WHAT THIS TASK INVOLVES = Read through the data, and wherever a line holds the word "water", write that line out.
═══ AVAILABLE DATA ═══
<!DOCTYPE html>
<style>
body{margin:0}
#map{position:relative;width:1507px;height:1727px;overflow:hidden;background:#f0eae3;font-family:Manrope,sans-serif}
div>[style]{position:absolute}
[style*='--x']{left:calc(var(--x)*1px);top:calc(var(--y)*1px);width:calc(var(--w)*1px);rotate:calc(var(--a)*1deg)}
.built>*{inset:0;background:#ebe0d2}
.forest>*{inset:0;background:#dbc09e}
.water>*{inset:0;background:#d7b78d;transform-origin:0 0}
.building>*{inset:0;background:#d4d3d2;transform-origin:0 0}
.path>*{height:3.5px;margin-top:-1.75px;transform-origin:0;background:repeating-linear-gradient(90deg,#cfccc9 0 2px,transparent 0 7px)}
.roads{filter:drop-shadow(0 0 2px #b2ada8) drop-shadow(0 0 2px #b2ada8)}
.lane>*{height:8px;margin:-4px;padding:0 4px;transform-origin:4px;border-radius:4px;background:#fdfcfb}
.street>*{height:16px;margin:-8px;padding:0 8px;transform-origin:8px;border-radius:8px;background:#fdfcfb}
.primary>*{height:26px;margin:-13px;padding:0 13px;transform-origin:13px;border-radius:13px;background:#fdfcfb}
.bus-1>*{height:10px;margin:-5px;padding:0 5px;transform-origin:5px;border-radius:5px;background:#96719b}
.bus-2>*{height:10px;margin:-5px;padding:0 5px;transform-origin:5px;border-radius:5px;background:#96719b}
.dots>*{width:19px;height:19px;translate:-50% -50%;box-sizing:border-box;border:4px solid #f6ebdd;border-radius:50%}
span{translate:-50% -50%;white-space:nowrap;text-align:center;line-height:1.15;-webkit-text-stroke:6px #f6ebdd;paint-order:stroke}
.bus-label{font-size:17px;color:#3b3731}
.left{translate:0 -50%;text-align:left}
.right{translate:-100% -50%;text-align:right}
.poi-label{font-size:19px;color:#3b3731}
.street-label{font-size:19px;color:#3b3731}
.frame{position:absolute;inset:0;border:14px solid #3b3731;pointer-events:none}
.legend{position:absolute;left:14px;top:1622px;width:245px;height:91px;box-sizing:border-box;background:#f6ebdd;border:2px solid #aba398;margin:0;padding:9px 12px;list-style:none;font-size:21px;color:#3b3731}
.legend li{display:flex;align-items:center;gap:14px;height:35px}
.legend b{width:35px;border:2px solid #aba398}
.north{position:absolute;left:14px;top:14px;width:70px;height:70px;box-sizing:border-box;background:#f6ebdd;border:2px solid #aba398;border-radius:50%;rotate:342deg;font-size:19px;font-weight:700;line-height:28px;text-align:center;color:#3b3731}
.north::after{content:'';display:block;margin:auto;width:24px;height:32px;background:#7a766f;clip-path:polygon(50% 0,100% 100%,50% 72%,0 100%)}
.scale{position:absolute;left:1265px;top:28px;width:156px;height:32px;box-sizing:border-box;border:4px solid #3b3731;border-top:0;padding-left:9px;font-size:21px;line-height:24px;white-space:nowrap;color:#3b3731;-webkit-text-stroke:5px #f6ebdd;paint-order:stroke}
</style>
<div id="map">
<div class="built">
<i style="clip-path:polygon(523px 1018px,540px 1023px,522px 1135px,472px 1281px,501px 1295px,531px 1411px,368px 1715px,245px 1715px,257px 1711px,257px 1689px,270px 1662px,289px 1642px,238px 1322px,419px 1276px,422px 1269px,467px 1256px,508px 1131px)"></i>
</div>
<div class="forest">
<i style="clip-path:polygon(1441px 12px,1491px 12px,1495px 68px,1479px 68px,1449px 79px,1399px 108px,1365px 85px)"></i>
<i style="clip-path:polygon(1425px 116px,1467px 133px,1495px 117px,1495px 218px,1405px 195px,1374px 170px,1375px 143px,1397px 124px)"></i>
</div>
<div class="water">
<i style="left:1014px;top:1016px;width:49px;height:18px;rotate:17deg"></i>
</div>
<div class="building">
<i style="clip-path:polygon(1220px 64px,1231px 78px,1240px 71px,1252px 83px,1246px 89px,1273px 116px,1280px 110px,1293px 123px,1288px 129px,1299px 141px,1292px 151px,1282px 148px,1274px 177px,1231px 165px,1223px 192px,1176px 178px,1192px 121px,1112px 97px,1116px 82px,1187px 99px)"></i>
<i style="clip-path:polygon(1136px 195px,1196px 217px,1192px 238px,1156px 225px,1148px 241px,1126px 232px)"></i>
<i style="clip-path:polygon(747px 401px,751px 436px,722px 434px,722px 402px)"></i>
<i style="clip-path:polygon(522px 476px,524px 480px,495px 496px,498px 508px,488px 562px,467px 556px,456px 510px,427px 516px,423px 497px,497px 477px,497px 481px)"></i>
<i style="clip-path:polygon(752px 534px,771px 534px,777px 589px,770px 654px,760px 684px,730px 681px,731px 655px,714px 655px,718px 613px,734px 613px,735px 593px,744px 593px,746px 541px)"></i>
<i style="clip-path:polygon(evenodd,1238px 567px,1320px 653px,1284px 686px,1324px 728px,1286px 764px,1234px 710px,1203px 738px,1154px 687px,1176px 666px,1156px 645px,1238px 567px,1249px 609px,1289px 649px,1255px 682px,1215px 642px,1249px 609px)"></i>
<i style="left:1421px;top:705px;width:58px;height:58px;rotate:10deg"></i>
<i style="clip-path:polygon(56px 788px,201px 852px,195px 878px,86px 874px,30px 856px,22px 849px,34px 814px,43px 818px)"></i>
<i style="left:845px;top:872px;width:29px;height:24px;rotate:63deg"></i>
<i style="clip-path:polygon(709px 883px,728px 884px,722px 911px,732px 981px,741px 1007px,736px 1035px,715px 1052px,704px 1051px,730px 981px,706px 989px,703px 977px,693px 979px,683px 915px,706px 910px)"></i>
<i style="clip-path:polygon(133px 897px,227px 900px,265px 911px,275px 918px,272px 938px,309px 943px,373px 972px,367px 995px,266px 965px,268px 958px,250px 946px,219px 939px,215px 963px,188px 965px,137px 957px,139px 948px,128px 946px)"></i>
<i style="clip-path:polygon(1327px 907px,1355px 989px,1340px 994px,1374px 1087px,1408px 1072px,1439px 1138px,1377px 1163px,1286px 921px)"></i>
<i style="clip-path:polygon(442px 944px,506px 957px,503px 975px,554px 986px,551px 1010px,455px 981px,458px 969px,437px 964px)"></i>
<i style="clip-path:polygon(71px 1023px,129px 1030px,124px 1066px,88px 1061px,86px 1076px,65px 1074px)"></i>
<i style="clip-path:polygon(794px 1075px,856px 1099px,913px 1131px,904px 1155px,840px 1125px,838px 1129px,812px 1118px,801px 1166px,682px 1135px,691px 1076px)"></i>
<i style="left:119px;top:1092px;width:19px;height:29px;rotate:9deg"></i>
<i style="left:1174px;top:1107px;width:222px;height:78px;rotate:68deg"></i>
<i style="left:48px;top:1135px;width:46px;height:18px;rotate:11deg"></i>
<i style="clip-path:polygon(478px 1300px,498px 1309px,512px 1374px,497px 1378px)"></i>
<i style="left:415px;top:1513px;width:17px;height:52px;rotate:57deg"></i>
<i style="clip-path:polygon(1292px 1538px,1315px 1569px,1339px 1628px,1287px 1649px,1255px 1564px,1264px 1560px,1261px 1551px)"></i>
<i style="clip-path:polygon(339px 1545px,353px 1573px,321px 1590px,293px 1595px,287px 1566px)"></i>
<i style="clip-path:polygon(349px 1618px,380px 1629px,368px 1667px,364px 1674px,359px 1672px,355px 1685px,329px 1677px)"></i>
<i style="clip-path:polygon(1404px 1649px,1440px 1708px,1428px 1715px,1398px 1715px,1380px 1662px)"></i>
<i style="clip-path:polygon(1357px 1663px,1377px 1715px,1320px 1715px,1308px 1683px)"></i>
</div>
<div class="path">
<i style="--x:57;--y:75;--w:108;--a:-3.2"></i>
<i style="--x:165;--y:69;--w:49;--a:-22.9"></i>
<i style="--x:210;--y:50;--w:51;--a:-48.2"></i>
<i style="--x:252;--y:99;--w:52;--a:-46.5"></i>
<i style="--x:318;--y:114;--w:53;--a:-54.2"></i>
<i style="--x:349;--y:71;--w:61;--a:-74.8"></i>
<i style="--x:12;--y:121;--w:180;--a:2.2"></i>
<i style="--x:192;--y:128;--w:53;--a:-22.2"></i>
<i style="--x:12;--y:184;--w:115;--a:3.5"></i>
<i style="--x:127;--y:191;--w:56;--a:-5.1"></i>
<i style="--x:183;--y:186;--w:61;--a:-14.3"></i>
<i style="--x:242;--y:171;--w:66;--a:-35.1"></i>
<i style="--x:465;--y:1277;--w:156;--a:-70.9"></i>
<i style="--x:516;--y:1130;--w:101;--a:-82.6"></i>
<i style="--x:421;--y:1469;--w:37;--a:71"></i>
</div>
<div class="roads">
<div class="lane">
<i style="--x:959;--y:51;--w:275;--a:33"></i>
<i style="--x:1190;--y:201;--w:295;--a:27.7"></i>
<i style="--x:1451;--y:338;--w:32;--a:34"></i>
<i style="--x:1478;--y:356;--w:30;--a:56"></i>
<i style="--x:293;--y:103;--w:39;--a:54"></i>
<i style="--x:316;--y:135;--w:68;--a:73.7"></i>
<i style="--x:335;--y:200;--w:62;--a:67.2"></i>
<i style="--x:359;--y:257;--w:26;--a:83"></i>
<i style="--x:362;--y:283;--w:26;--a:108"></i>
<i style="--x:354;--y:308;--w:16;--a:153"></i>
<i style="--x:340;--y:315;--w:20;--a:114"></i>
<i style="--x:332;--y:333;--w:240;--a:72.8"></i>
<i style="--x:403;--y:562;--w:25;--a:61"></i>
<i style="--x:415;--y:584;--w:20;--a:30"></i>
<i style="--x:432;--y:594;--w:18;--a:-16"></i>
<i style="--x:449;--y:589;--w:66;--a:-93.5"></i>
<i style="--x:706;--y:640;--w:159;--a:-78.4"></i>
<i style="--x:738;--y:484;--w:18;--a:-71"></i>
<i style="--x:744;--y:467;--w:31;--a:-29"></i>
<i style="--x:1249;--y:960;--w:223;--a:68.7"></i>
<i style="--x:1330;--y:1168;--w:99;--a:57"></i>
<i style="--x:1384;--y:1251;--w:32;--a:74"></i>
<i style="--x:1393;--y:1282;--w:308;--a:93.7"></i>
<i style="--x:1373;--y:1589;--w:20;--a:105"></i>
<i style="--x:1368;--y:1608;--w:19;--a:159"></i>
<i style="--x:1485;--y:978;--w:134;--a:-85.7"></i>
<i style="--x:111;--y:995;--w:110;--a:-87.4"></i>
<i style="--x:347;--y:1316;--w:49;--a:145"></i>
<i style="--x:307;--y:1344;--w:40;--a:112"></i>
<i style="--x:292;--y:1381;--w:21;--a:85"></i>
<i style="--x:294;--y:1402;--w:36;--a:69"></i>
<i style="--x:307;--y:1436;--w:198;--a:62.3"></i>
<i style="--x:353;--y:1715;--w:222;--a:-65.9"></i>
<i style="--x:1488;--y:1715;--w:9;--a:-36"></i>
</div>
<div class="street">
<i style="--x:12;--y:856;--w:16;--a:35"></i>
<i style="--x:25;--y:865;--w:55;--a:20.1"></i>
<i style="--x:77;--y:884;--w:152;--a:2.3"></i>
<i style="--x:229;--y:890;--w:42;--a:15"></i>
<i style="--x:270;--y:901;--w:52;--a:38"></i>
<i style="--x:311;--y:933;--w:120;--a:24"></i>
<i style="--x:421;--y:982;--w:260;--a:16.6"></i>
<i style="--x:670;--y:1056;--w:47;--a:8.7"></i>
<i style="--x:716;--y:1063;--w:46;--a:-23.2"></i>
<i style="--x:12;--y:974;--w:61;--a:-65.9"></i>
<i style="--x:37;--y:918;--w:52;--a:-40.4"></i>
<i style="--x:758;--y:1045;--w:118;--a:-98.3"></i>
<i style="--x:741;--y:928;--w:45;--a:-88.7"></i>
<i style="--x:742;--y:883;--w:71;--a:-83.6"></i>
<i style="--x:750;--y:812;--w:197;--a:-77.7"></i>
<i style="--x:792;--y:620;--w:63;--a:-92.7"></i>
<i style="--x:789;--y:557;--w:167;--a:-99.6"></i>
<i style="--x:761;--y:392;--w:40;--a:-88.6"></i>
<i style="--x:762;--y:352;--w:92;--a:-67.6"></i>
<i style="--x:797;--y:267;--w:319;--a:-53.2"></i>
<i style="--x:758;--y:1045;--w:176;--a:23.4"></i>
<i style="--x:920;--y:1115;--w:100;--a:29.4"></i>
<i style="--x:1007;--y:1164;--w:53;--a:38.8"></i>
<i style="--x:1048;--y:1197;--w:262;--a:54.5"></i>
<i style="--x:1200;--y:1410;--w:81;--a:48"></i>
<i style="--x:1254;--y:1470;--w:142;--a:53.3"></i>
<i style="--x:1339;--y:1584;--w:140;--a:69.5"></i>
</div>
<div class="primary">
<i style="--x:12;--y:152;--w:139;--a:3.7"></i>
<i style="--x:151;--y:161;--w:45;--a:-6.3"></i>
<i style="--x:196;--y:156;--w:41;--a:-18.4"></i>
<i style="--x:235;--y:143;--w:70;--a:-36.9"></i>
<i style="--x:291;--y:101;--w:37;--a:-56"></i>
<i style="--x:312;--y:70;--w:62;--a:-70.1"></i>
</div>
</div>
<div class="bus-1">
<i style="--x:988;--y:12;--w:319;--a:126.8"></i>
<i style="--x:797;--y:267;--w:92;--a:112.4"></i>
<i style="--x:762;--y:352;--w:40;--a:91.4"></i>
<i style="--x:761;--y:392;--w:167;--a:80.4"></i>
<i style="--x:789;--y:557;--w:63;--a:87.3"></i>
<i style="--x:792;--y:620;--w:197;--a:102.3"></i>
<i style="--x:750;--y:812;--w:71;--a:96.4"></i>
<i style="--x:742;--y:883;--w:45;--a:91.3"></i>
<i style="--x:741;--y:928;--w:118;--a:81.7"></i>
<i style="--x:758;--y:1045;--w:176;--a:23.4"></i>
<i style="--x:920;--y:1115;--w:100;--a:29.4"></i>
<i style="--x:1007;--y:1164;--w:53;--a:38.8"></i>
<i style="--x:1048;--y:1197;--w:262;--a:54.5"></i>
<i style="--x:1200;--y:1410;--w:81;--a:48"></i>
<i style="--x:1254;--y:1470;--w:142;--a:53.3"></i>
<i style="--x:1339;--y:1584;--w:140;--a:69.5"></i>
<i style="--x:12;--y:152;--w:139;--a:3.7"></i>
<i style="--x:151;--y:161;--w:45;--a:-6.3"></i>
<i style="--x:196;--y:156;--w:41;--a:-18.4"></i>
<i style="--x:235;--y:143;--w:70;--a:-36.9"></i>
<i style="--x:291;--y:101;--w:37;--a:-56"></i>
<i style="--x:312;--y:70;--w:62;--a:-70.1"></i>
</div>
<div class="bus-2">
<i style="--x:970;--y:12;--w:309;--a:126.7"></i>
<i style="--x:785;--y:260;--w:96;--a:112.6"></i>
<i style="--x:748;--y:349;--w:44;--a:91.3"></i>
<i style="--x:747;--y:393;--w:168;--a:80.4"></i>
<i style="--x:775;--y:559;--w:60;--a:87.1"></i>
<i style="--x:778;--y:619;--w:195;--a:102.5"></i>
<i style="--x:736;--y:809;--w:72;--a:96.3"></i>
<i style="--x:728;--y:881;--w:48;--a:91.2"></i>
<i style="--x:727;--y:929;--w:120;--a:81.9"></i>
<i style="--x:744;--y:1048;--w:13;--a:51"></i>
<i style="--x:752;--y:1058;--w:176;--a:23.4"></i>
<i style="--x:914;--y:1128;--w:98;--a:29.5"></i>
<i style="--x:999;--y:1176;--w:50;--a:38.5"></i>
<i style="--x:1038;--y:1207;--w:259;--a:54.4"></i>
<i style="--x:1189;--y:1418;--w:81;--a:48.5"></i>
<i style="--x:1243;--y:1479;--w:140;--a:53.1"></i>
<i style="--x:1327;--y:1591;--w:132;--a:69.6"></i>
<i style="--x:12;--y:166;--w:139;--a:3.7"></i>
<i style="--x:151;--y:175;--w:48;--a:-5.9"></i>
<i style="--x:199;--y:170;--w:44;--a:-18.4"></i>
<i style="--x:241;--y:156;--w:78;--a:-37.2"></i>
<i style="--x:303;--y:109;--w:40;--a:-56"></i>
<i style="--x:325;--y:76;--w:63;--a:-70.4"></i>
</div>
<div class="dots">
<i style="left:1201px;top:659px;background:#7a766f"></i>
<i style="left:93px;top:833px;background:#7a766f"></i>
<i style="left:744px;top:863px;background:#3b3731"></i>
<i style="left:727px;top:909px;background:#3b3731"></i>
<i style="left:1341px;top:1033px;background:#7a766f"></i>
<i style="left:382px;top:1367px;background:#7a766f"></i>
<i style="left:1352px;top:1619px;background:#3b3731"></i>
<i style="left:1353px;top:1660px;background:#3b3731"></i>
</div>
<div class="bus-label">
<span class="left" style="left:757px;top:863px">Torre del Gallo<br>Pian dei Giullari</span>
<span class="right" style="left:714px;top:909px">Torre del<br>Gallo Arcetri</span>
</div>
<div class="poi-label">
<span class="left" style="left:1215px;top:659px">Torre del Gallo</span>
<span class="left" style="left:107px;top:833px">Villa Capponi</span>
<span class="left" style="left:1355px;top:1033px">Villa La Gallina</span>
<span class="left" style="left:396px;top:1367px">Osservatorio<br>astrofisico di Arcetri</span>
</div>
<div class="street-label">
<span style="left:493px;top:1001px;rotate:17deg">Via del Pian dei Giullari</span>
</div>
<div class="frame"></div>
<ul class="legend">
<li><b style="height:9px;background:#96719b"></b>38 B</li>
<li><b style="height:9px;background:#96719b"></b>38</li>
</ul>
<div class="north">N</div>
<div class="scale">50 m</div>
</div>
═══
SOLVED PROBLEM =
.water>*{inset:0;background:#d7b78d;transform-origin:0 0}
<div class="water">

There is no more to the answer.